Material to process:
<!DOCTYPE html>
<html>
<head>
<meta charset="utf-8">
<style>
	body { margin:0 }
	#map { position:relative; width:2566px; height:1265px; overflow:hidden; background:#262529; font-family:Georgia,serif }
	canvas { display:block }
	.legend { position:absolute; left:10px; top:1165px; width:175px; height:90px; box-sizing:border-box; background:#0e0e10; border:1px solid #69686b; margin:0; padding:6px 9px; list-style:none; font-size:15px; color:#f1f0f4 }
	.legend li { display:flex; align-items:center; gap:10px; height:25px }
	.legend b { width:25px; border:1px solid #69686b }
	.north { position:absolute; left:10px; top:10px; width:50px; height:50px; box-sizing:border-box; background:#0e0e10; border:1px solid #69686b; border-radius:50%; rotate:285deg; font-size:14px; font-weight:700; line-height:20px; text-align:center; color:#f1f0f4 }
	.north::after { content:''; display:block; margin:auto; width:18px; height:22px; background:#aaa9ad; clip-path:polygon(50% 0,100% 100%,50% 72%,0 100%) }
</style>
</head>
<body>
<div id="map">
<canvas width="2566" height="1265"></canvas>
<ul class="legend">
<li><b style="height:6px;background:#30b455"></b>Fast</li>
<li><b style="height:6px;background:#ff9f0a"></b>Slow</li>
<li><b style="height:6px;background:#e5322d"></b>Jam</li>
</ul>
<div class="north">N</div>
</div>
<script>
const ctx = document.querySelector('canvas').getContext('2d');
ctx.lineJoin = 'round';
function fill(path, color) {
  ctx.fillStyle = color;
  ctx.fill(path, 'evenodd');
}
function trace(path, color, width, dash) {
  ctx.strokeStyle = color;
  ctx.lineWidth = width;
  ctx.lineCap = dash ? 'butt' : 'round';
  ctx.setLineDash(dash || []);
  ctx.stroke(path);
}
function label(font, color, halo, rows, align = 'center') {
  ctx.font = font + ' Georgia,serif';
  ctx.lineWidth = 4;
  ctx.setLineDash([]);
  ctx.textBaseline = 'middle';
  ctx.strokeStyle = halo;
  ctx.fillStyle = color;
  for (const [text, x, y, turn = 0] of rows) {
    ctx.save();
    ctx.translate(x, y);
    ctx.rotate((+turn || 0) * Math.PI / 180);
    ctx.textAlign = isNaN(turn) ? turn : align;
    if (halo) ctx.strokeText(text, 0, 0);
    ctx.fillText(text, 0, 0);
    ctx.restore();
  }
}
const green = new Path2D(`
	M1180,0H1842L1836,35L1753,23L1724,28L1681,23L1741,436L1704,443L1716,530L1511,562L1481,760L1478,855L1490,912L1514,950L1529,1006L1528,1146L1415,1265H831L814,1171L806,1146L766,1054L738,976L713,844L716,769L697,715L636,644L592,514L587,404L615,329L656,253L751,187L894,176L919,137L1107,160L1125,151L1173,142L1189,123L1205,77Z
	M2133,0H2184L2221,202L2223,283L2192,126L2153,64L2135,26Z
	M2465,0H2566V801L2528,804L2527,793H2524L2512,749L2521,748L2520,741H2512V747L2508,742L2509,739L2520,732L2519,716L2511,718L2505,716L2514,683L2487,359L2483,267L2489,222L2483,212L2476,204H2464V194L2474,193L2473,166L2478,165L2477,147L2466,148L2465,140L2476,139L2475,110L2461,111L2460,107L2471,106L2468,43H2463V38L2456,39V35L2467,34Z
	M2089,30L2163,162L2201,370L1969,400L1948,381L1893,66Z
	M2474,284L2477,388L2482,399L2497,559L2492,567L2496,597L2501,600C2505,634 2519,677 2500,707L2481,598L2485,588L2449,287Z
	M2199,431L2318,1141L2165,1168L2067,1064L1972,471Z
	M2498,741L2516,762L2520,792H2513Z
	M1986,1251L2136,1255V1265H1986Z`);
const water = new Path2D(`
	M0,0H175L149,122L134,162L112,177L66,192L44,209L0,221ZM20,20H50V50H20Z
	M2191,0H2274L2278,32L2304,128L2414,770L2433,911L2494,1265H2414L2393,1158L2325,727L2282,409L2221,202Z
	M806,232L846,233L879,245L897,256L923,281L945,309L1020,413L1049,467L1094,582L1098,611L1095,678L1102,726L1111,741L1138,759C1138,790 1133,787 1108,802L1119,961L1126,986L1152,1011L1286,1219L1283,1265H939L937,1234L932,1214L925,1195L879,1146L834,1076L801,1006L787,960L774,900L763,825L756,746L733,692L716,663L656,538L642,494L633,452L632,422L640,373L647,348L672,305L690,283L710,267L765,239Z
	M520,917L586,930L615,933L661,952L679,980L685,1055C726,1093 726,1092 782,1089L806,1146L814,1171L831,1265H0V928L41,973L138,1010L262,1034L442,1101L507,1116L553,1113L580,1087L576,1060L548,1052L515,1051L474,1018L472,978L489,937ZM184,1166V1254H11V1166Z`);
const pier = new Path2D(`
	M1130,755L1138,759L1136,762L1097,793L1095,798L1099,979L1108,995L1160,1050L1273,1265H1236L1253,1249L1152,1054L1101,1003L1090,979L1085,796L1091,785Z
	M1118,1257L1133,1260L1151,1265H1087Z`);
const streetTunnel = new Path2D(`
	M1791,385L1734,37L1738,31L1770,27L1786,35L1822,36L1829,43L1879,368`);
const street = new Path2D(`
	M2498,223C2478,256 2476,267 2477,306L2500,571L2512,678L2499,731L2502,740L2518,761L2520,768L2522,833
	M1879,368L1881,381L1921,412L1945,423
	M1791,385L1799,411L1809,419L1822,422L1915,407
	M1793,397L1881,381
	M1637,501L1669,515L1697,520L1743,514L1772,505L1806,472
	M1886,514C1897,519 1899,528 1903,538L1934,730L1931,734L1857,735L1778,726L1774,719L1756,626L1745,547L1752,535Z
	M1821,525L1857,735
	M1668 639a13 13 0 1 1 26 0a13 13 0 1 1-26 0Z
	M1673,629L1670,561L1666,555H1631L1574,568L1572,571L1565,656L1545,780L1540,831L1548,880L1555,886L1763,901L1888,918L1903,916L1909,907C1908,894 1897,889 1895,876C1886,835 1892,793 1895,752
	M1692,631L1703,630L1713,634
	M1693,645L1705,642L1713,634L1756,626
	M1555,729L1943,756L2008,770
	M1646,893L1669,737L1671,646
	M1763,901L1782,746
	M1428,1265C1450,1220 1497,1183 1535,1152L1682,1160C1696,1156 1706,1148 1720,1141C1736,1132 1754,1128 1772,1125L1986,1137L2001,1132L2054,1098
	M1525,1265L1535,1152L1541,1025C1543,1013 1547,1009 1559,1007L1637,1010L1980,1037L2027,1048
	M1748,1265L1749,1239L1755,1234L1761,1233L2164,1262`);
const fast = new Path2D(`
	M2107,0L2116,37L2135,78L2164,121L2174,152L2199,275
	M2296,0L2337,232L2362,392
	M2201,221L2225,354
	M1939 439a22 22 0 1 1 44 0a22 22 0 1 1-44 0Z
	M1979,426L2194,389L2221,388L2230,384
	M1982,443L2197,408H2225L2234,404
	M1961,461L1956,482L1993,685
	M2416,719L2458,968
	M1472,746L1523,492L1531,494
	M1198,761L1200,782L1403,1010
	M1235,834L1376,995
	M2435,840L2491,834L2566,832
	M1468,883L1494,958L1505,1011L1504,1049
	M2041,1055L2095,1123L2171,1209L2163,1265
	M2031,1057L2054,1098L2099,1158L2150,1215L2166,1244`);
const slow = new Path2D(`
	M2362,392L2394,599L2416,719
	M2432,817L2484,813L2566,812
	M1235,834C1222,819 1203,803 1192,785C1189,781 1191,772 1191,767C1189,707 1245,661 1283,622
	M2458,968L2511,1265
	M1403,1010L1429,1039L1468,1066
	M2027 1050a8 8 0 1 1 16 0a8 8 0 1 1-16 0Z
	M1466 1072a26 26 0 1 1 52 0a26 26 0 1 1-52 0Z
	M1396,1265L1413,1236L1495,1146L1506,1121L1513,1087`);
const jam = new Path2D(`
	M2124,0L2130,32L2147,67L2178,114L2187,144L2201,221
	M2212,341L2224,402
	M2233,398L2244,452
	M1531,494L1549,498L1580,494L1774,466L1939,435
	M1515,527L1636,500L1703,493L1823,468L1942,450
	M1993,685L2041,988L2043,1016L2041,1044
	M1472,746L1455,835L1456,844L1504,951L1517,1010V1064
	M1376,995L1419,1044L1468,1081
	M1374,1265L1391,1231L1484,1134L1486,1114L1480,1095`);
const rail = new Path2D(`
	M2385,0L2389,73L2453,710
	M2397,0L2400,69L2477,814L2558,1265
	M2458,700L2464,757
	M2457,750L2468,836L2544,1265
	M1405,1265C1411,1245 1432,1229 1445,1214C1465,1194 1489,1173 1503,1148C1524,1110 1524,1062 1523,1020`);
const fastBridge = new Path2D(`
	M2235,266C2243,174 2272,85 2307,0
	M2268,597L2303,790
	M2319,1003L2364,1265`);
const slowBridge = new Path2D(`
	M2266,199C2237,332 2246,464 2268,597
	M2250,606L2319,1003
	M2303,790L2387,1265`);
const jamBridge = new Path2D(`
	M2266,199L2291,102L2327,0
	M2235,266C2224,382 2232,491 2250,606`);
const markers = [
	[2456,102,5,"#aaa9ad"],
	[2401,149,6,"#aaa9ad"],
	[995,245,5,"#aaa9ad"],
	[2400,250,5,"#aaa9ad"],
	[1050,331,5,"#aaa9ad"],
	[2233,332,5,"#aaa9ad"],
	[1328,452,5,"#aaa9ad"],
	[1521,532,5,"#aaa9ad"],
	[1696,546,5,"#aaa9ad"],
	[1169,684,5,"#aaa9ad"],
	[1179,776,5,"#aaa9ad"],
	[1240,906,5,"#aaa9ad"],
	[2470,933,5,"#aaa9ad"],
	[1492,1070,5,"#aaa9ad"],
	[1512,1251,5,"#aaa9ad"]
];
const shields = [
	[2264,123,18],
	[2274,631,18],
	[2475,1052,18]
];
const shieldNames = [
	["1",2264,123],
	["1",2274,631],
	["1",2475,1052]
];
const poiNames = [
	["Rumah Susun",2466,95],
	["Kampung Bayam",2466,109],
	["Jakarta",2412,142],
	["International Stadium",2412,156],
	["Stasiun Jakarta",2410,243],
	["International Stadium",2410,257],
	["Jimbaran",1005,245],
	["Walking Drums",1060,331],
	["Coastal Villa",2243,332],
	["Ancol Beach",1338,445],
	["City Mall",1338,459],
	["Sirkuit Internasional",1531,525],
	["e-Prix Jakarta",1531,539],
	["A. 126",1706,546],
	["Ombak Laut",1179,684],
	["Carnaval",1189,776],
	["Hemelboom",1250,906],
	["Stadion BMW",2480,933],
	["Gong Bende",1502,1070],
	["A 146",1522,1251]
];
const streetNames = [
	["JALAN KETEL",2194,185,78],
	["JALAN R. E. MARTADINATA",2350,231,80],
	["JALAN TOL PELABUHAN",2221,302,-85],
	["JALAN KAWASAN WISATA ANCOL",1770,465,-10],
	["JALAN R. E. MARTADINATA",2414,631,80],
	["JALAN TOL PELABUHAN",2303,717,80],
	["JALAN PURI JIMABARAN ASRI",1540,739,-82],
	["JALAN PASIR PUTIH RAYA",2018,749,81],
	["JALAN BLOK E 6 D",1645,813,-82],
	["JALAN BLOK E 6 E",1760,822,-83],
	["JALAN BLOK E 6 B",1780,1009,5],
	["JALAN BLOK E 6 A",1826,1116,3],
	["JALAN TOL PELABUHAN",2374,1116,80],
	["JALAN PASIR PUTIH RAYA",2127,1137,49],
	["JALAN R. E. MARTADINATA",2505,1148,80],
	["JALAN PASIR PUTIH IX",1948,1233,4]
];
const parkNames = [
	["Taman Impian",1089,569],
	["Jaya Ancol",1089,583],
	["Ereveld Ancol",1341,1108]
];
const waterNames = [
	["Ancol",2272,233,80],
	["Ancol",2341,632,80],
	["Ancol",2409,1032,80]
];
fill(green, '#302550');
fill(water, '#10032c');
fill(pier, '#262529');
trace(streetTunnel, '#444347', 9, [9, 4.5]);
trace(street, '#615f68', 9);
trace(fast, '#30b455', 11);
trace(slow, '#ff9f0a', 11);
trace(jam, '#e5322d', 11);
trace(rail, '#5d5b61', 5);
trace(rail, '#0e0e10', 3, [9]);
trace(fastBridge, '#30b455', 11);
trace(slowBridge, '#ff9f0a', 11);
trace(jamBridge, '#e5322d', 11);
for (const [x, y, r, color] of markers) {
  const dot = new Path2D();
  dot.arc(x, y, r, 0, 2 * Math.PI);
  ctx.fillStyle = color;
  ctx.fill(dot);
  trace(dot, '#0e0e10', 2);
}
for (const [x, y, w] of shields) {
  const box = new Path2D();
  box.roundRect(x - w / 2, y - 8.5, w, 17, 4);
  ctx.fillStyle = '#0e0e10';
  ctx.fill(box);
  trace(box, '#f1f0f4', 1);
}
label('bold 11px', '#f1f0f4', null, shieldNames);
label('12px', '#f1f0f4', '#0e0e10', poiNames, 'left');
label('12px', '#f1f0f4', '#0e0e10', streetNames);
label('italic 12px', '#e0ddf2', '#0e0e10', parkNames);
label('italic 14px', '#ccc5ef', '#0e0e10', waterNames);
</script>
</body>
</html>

Required work: From the material above, set down exactly the lines starting at the one with "M1472,746L1523,492L1531,494" and ending at the one with "M2266,199C2237,332 2246,464 2268,597", end lines included.

Output below:
	M1472,746L1523,492L1531,494
	M1198,761L1200,782L1403,1010
	M1235,834L1376,995
	M2435,840L2491,834L2566,832
	M1468,883L1494,958L1505,1011L1504,1049
	M2041,1055L2095,1123L2171,1209L2163,1265
	M2031,1057L2054,1098L2099,1158L2150,1215L2166,1244`);
const slow = new Path2D(`
	M2362,392L2394,599L2416,719
	M2432,817L2484,813L2566,812
	M1235,834C1222,819 1203,803 1192,785C1189,781 1191,772 1191,767C1189,707 1245,661 1283,622
	M2458,968L2511,1265
	M1403,1010L1429,1039L1468,1066
	M2027 1050a8 8 0 1 1 16 0a8 8 0 1 1-16 0Z
	M1466 1072a26 26 0 1 1 52 0a26 26 0 1 1-52 0Z
	M1396,1265L1413,1236L1495,1146L1506,1121L1513,1087`);
const jam = new Path2D(`
	M2124,0L2130,32L2147,67L2178,114L2187,144L2201,221
	M2212,341L2224,402
	M2233,398L2244,452
	M1531,494L1549,498L1580,494L1774,466L1939,435
	M1515,527L1636,500L1703,493L1823,468L1942,450
	M1993,685L2041,988L2043,1016L2041,1044
	M1472,746L1455,835L1456,844L1504,951L1517,1010V1064
	M1376,995L1419,1044L1468,1081
	M1374,1265L1391,1231L1484,1134L1486,1114L1480,1095`);
const rail = new Path2D(`
	M2385,0L2389,73L2453,710
	M2397,0L2400,69L2477,814L2558,1265
	M2458,700L2464,757
	M2457,750L2468,836L2544,1265
	M1405,1265C1411,1245 1432,1229 1445,1214C1465,1194 1489,1173 1503,1148C1524,1110 1524,1062 1523,1020`);
const fastBridge = new Path2D(`
	M2235,266C2243,174 2272,85 2307,0
	M2268,597L2303,790
	M2319,1003L2364,1265`);
const slowBridge = new Path2D(`
	M2266,199C2237,332 2246,464 2268,597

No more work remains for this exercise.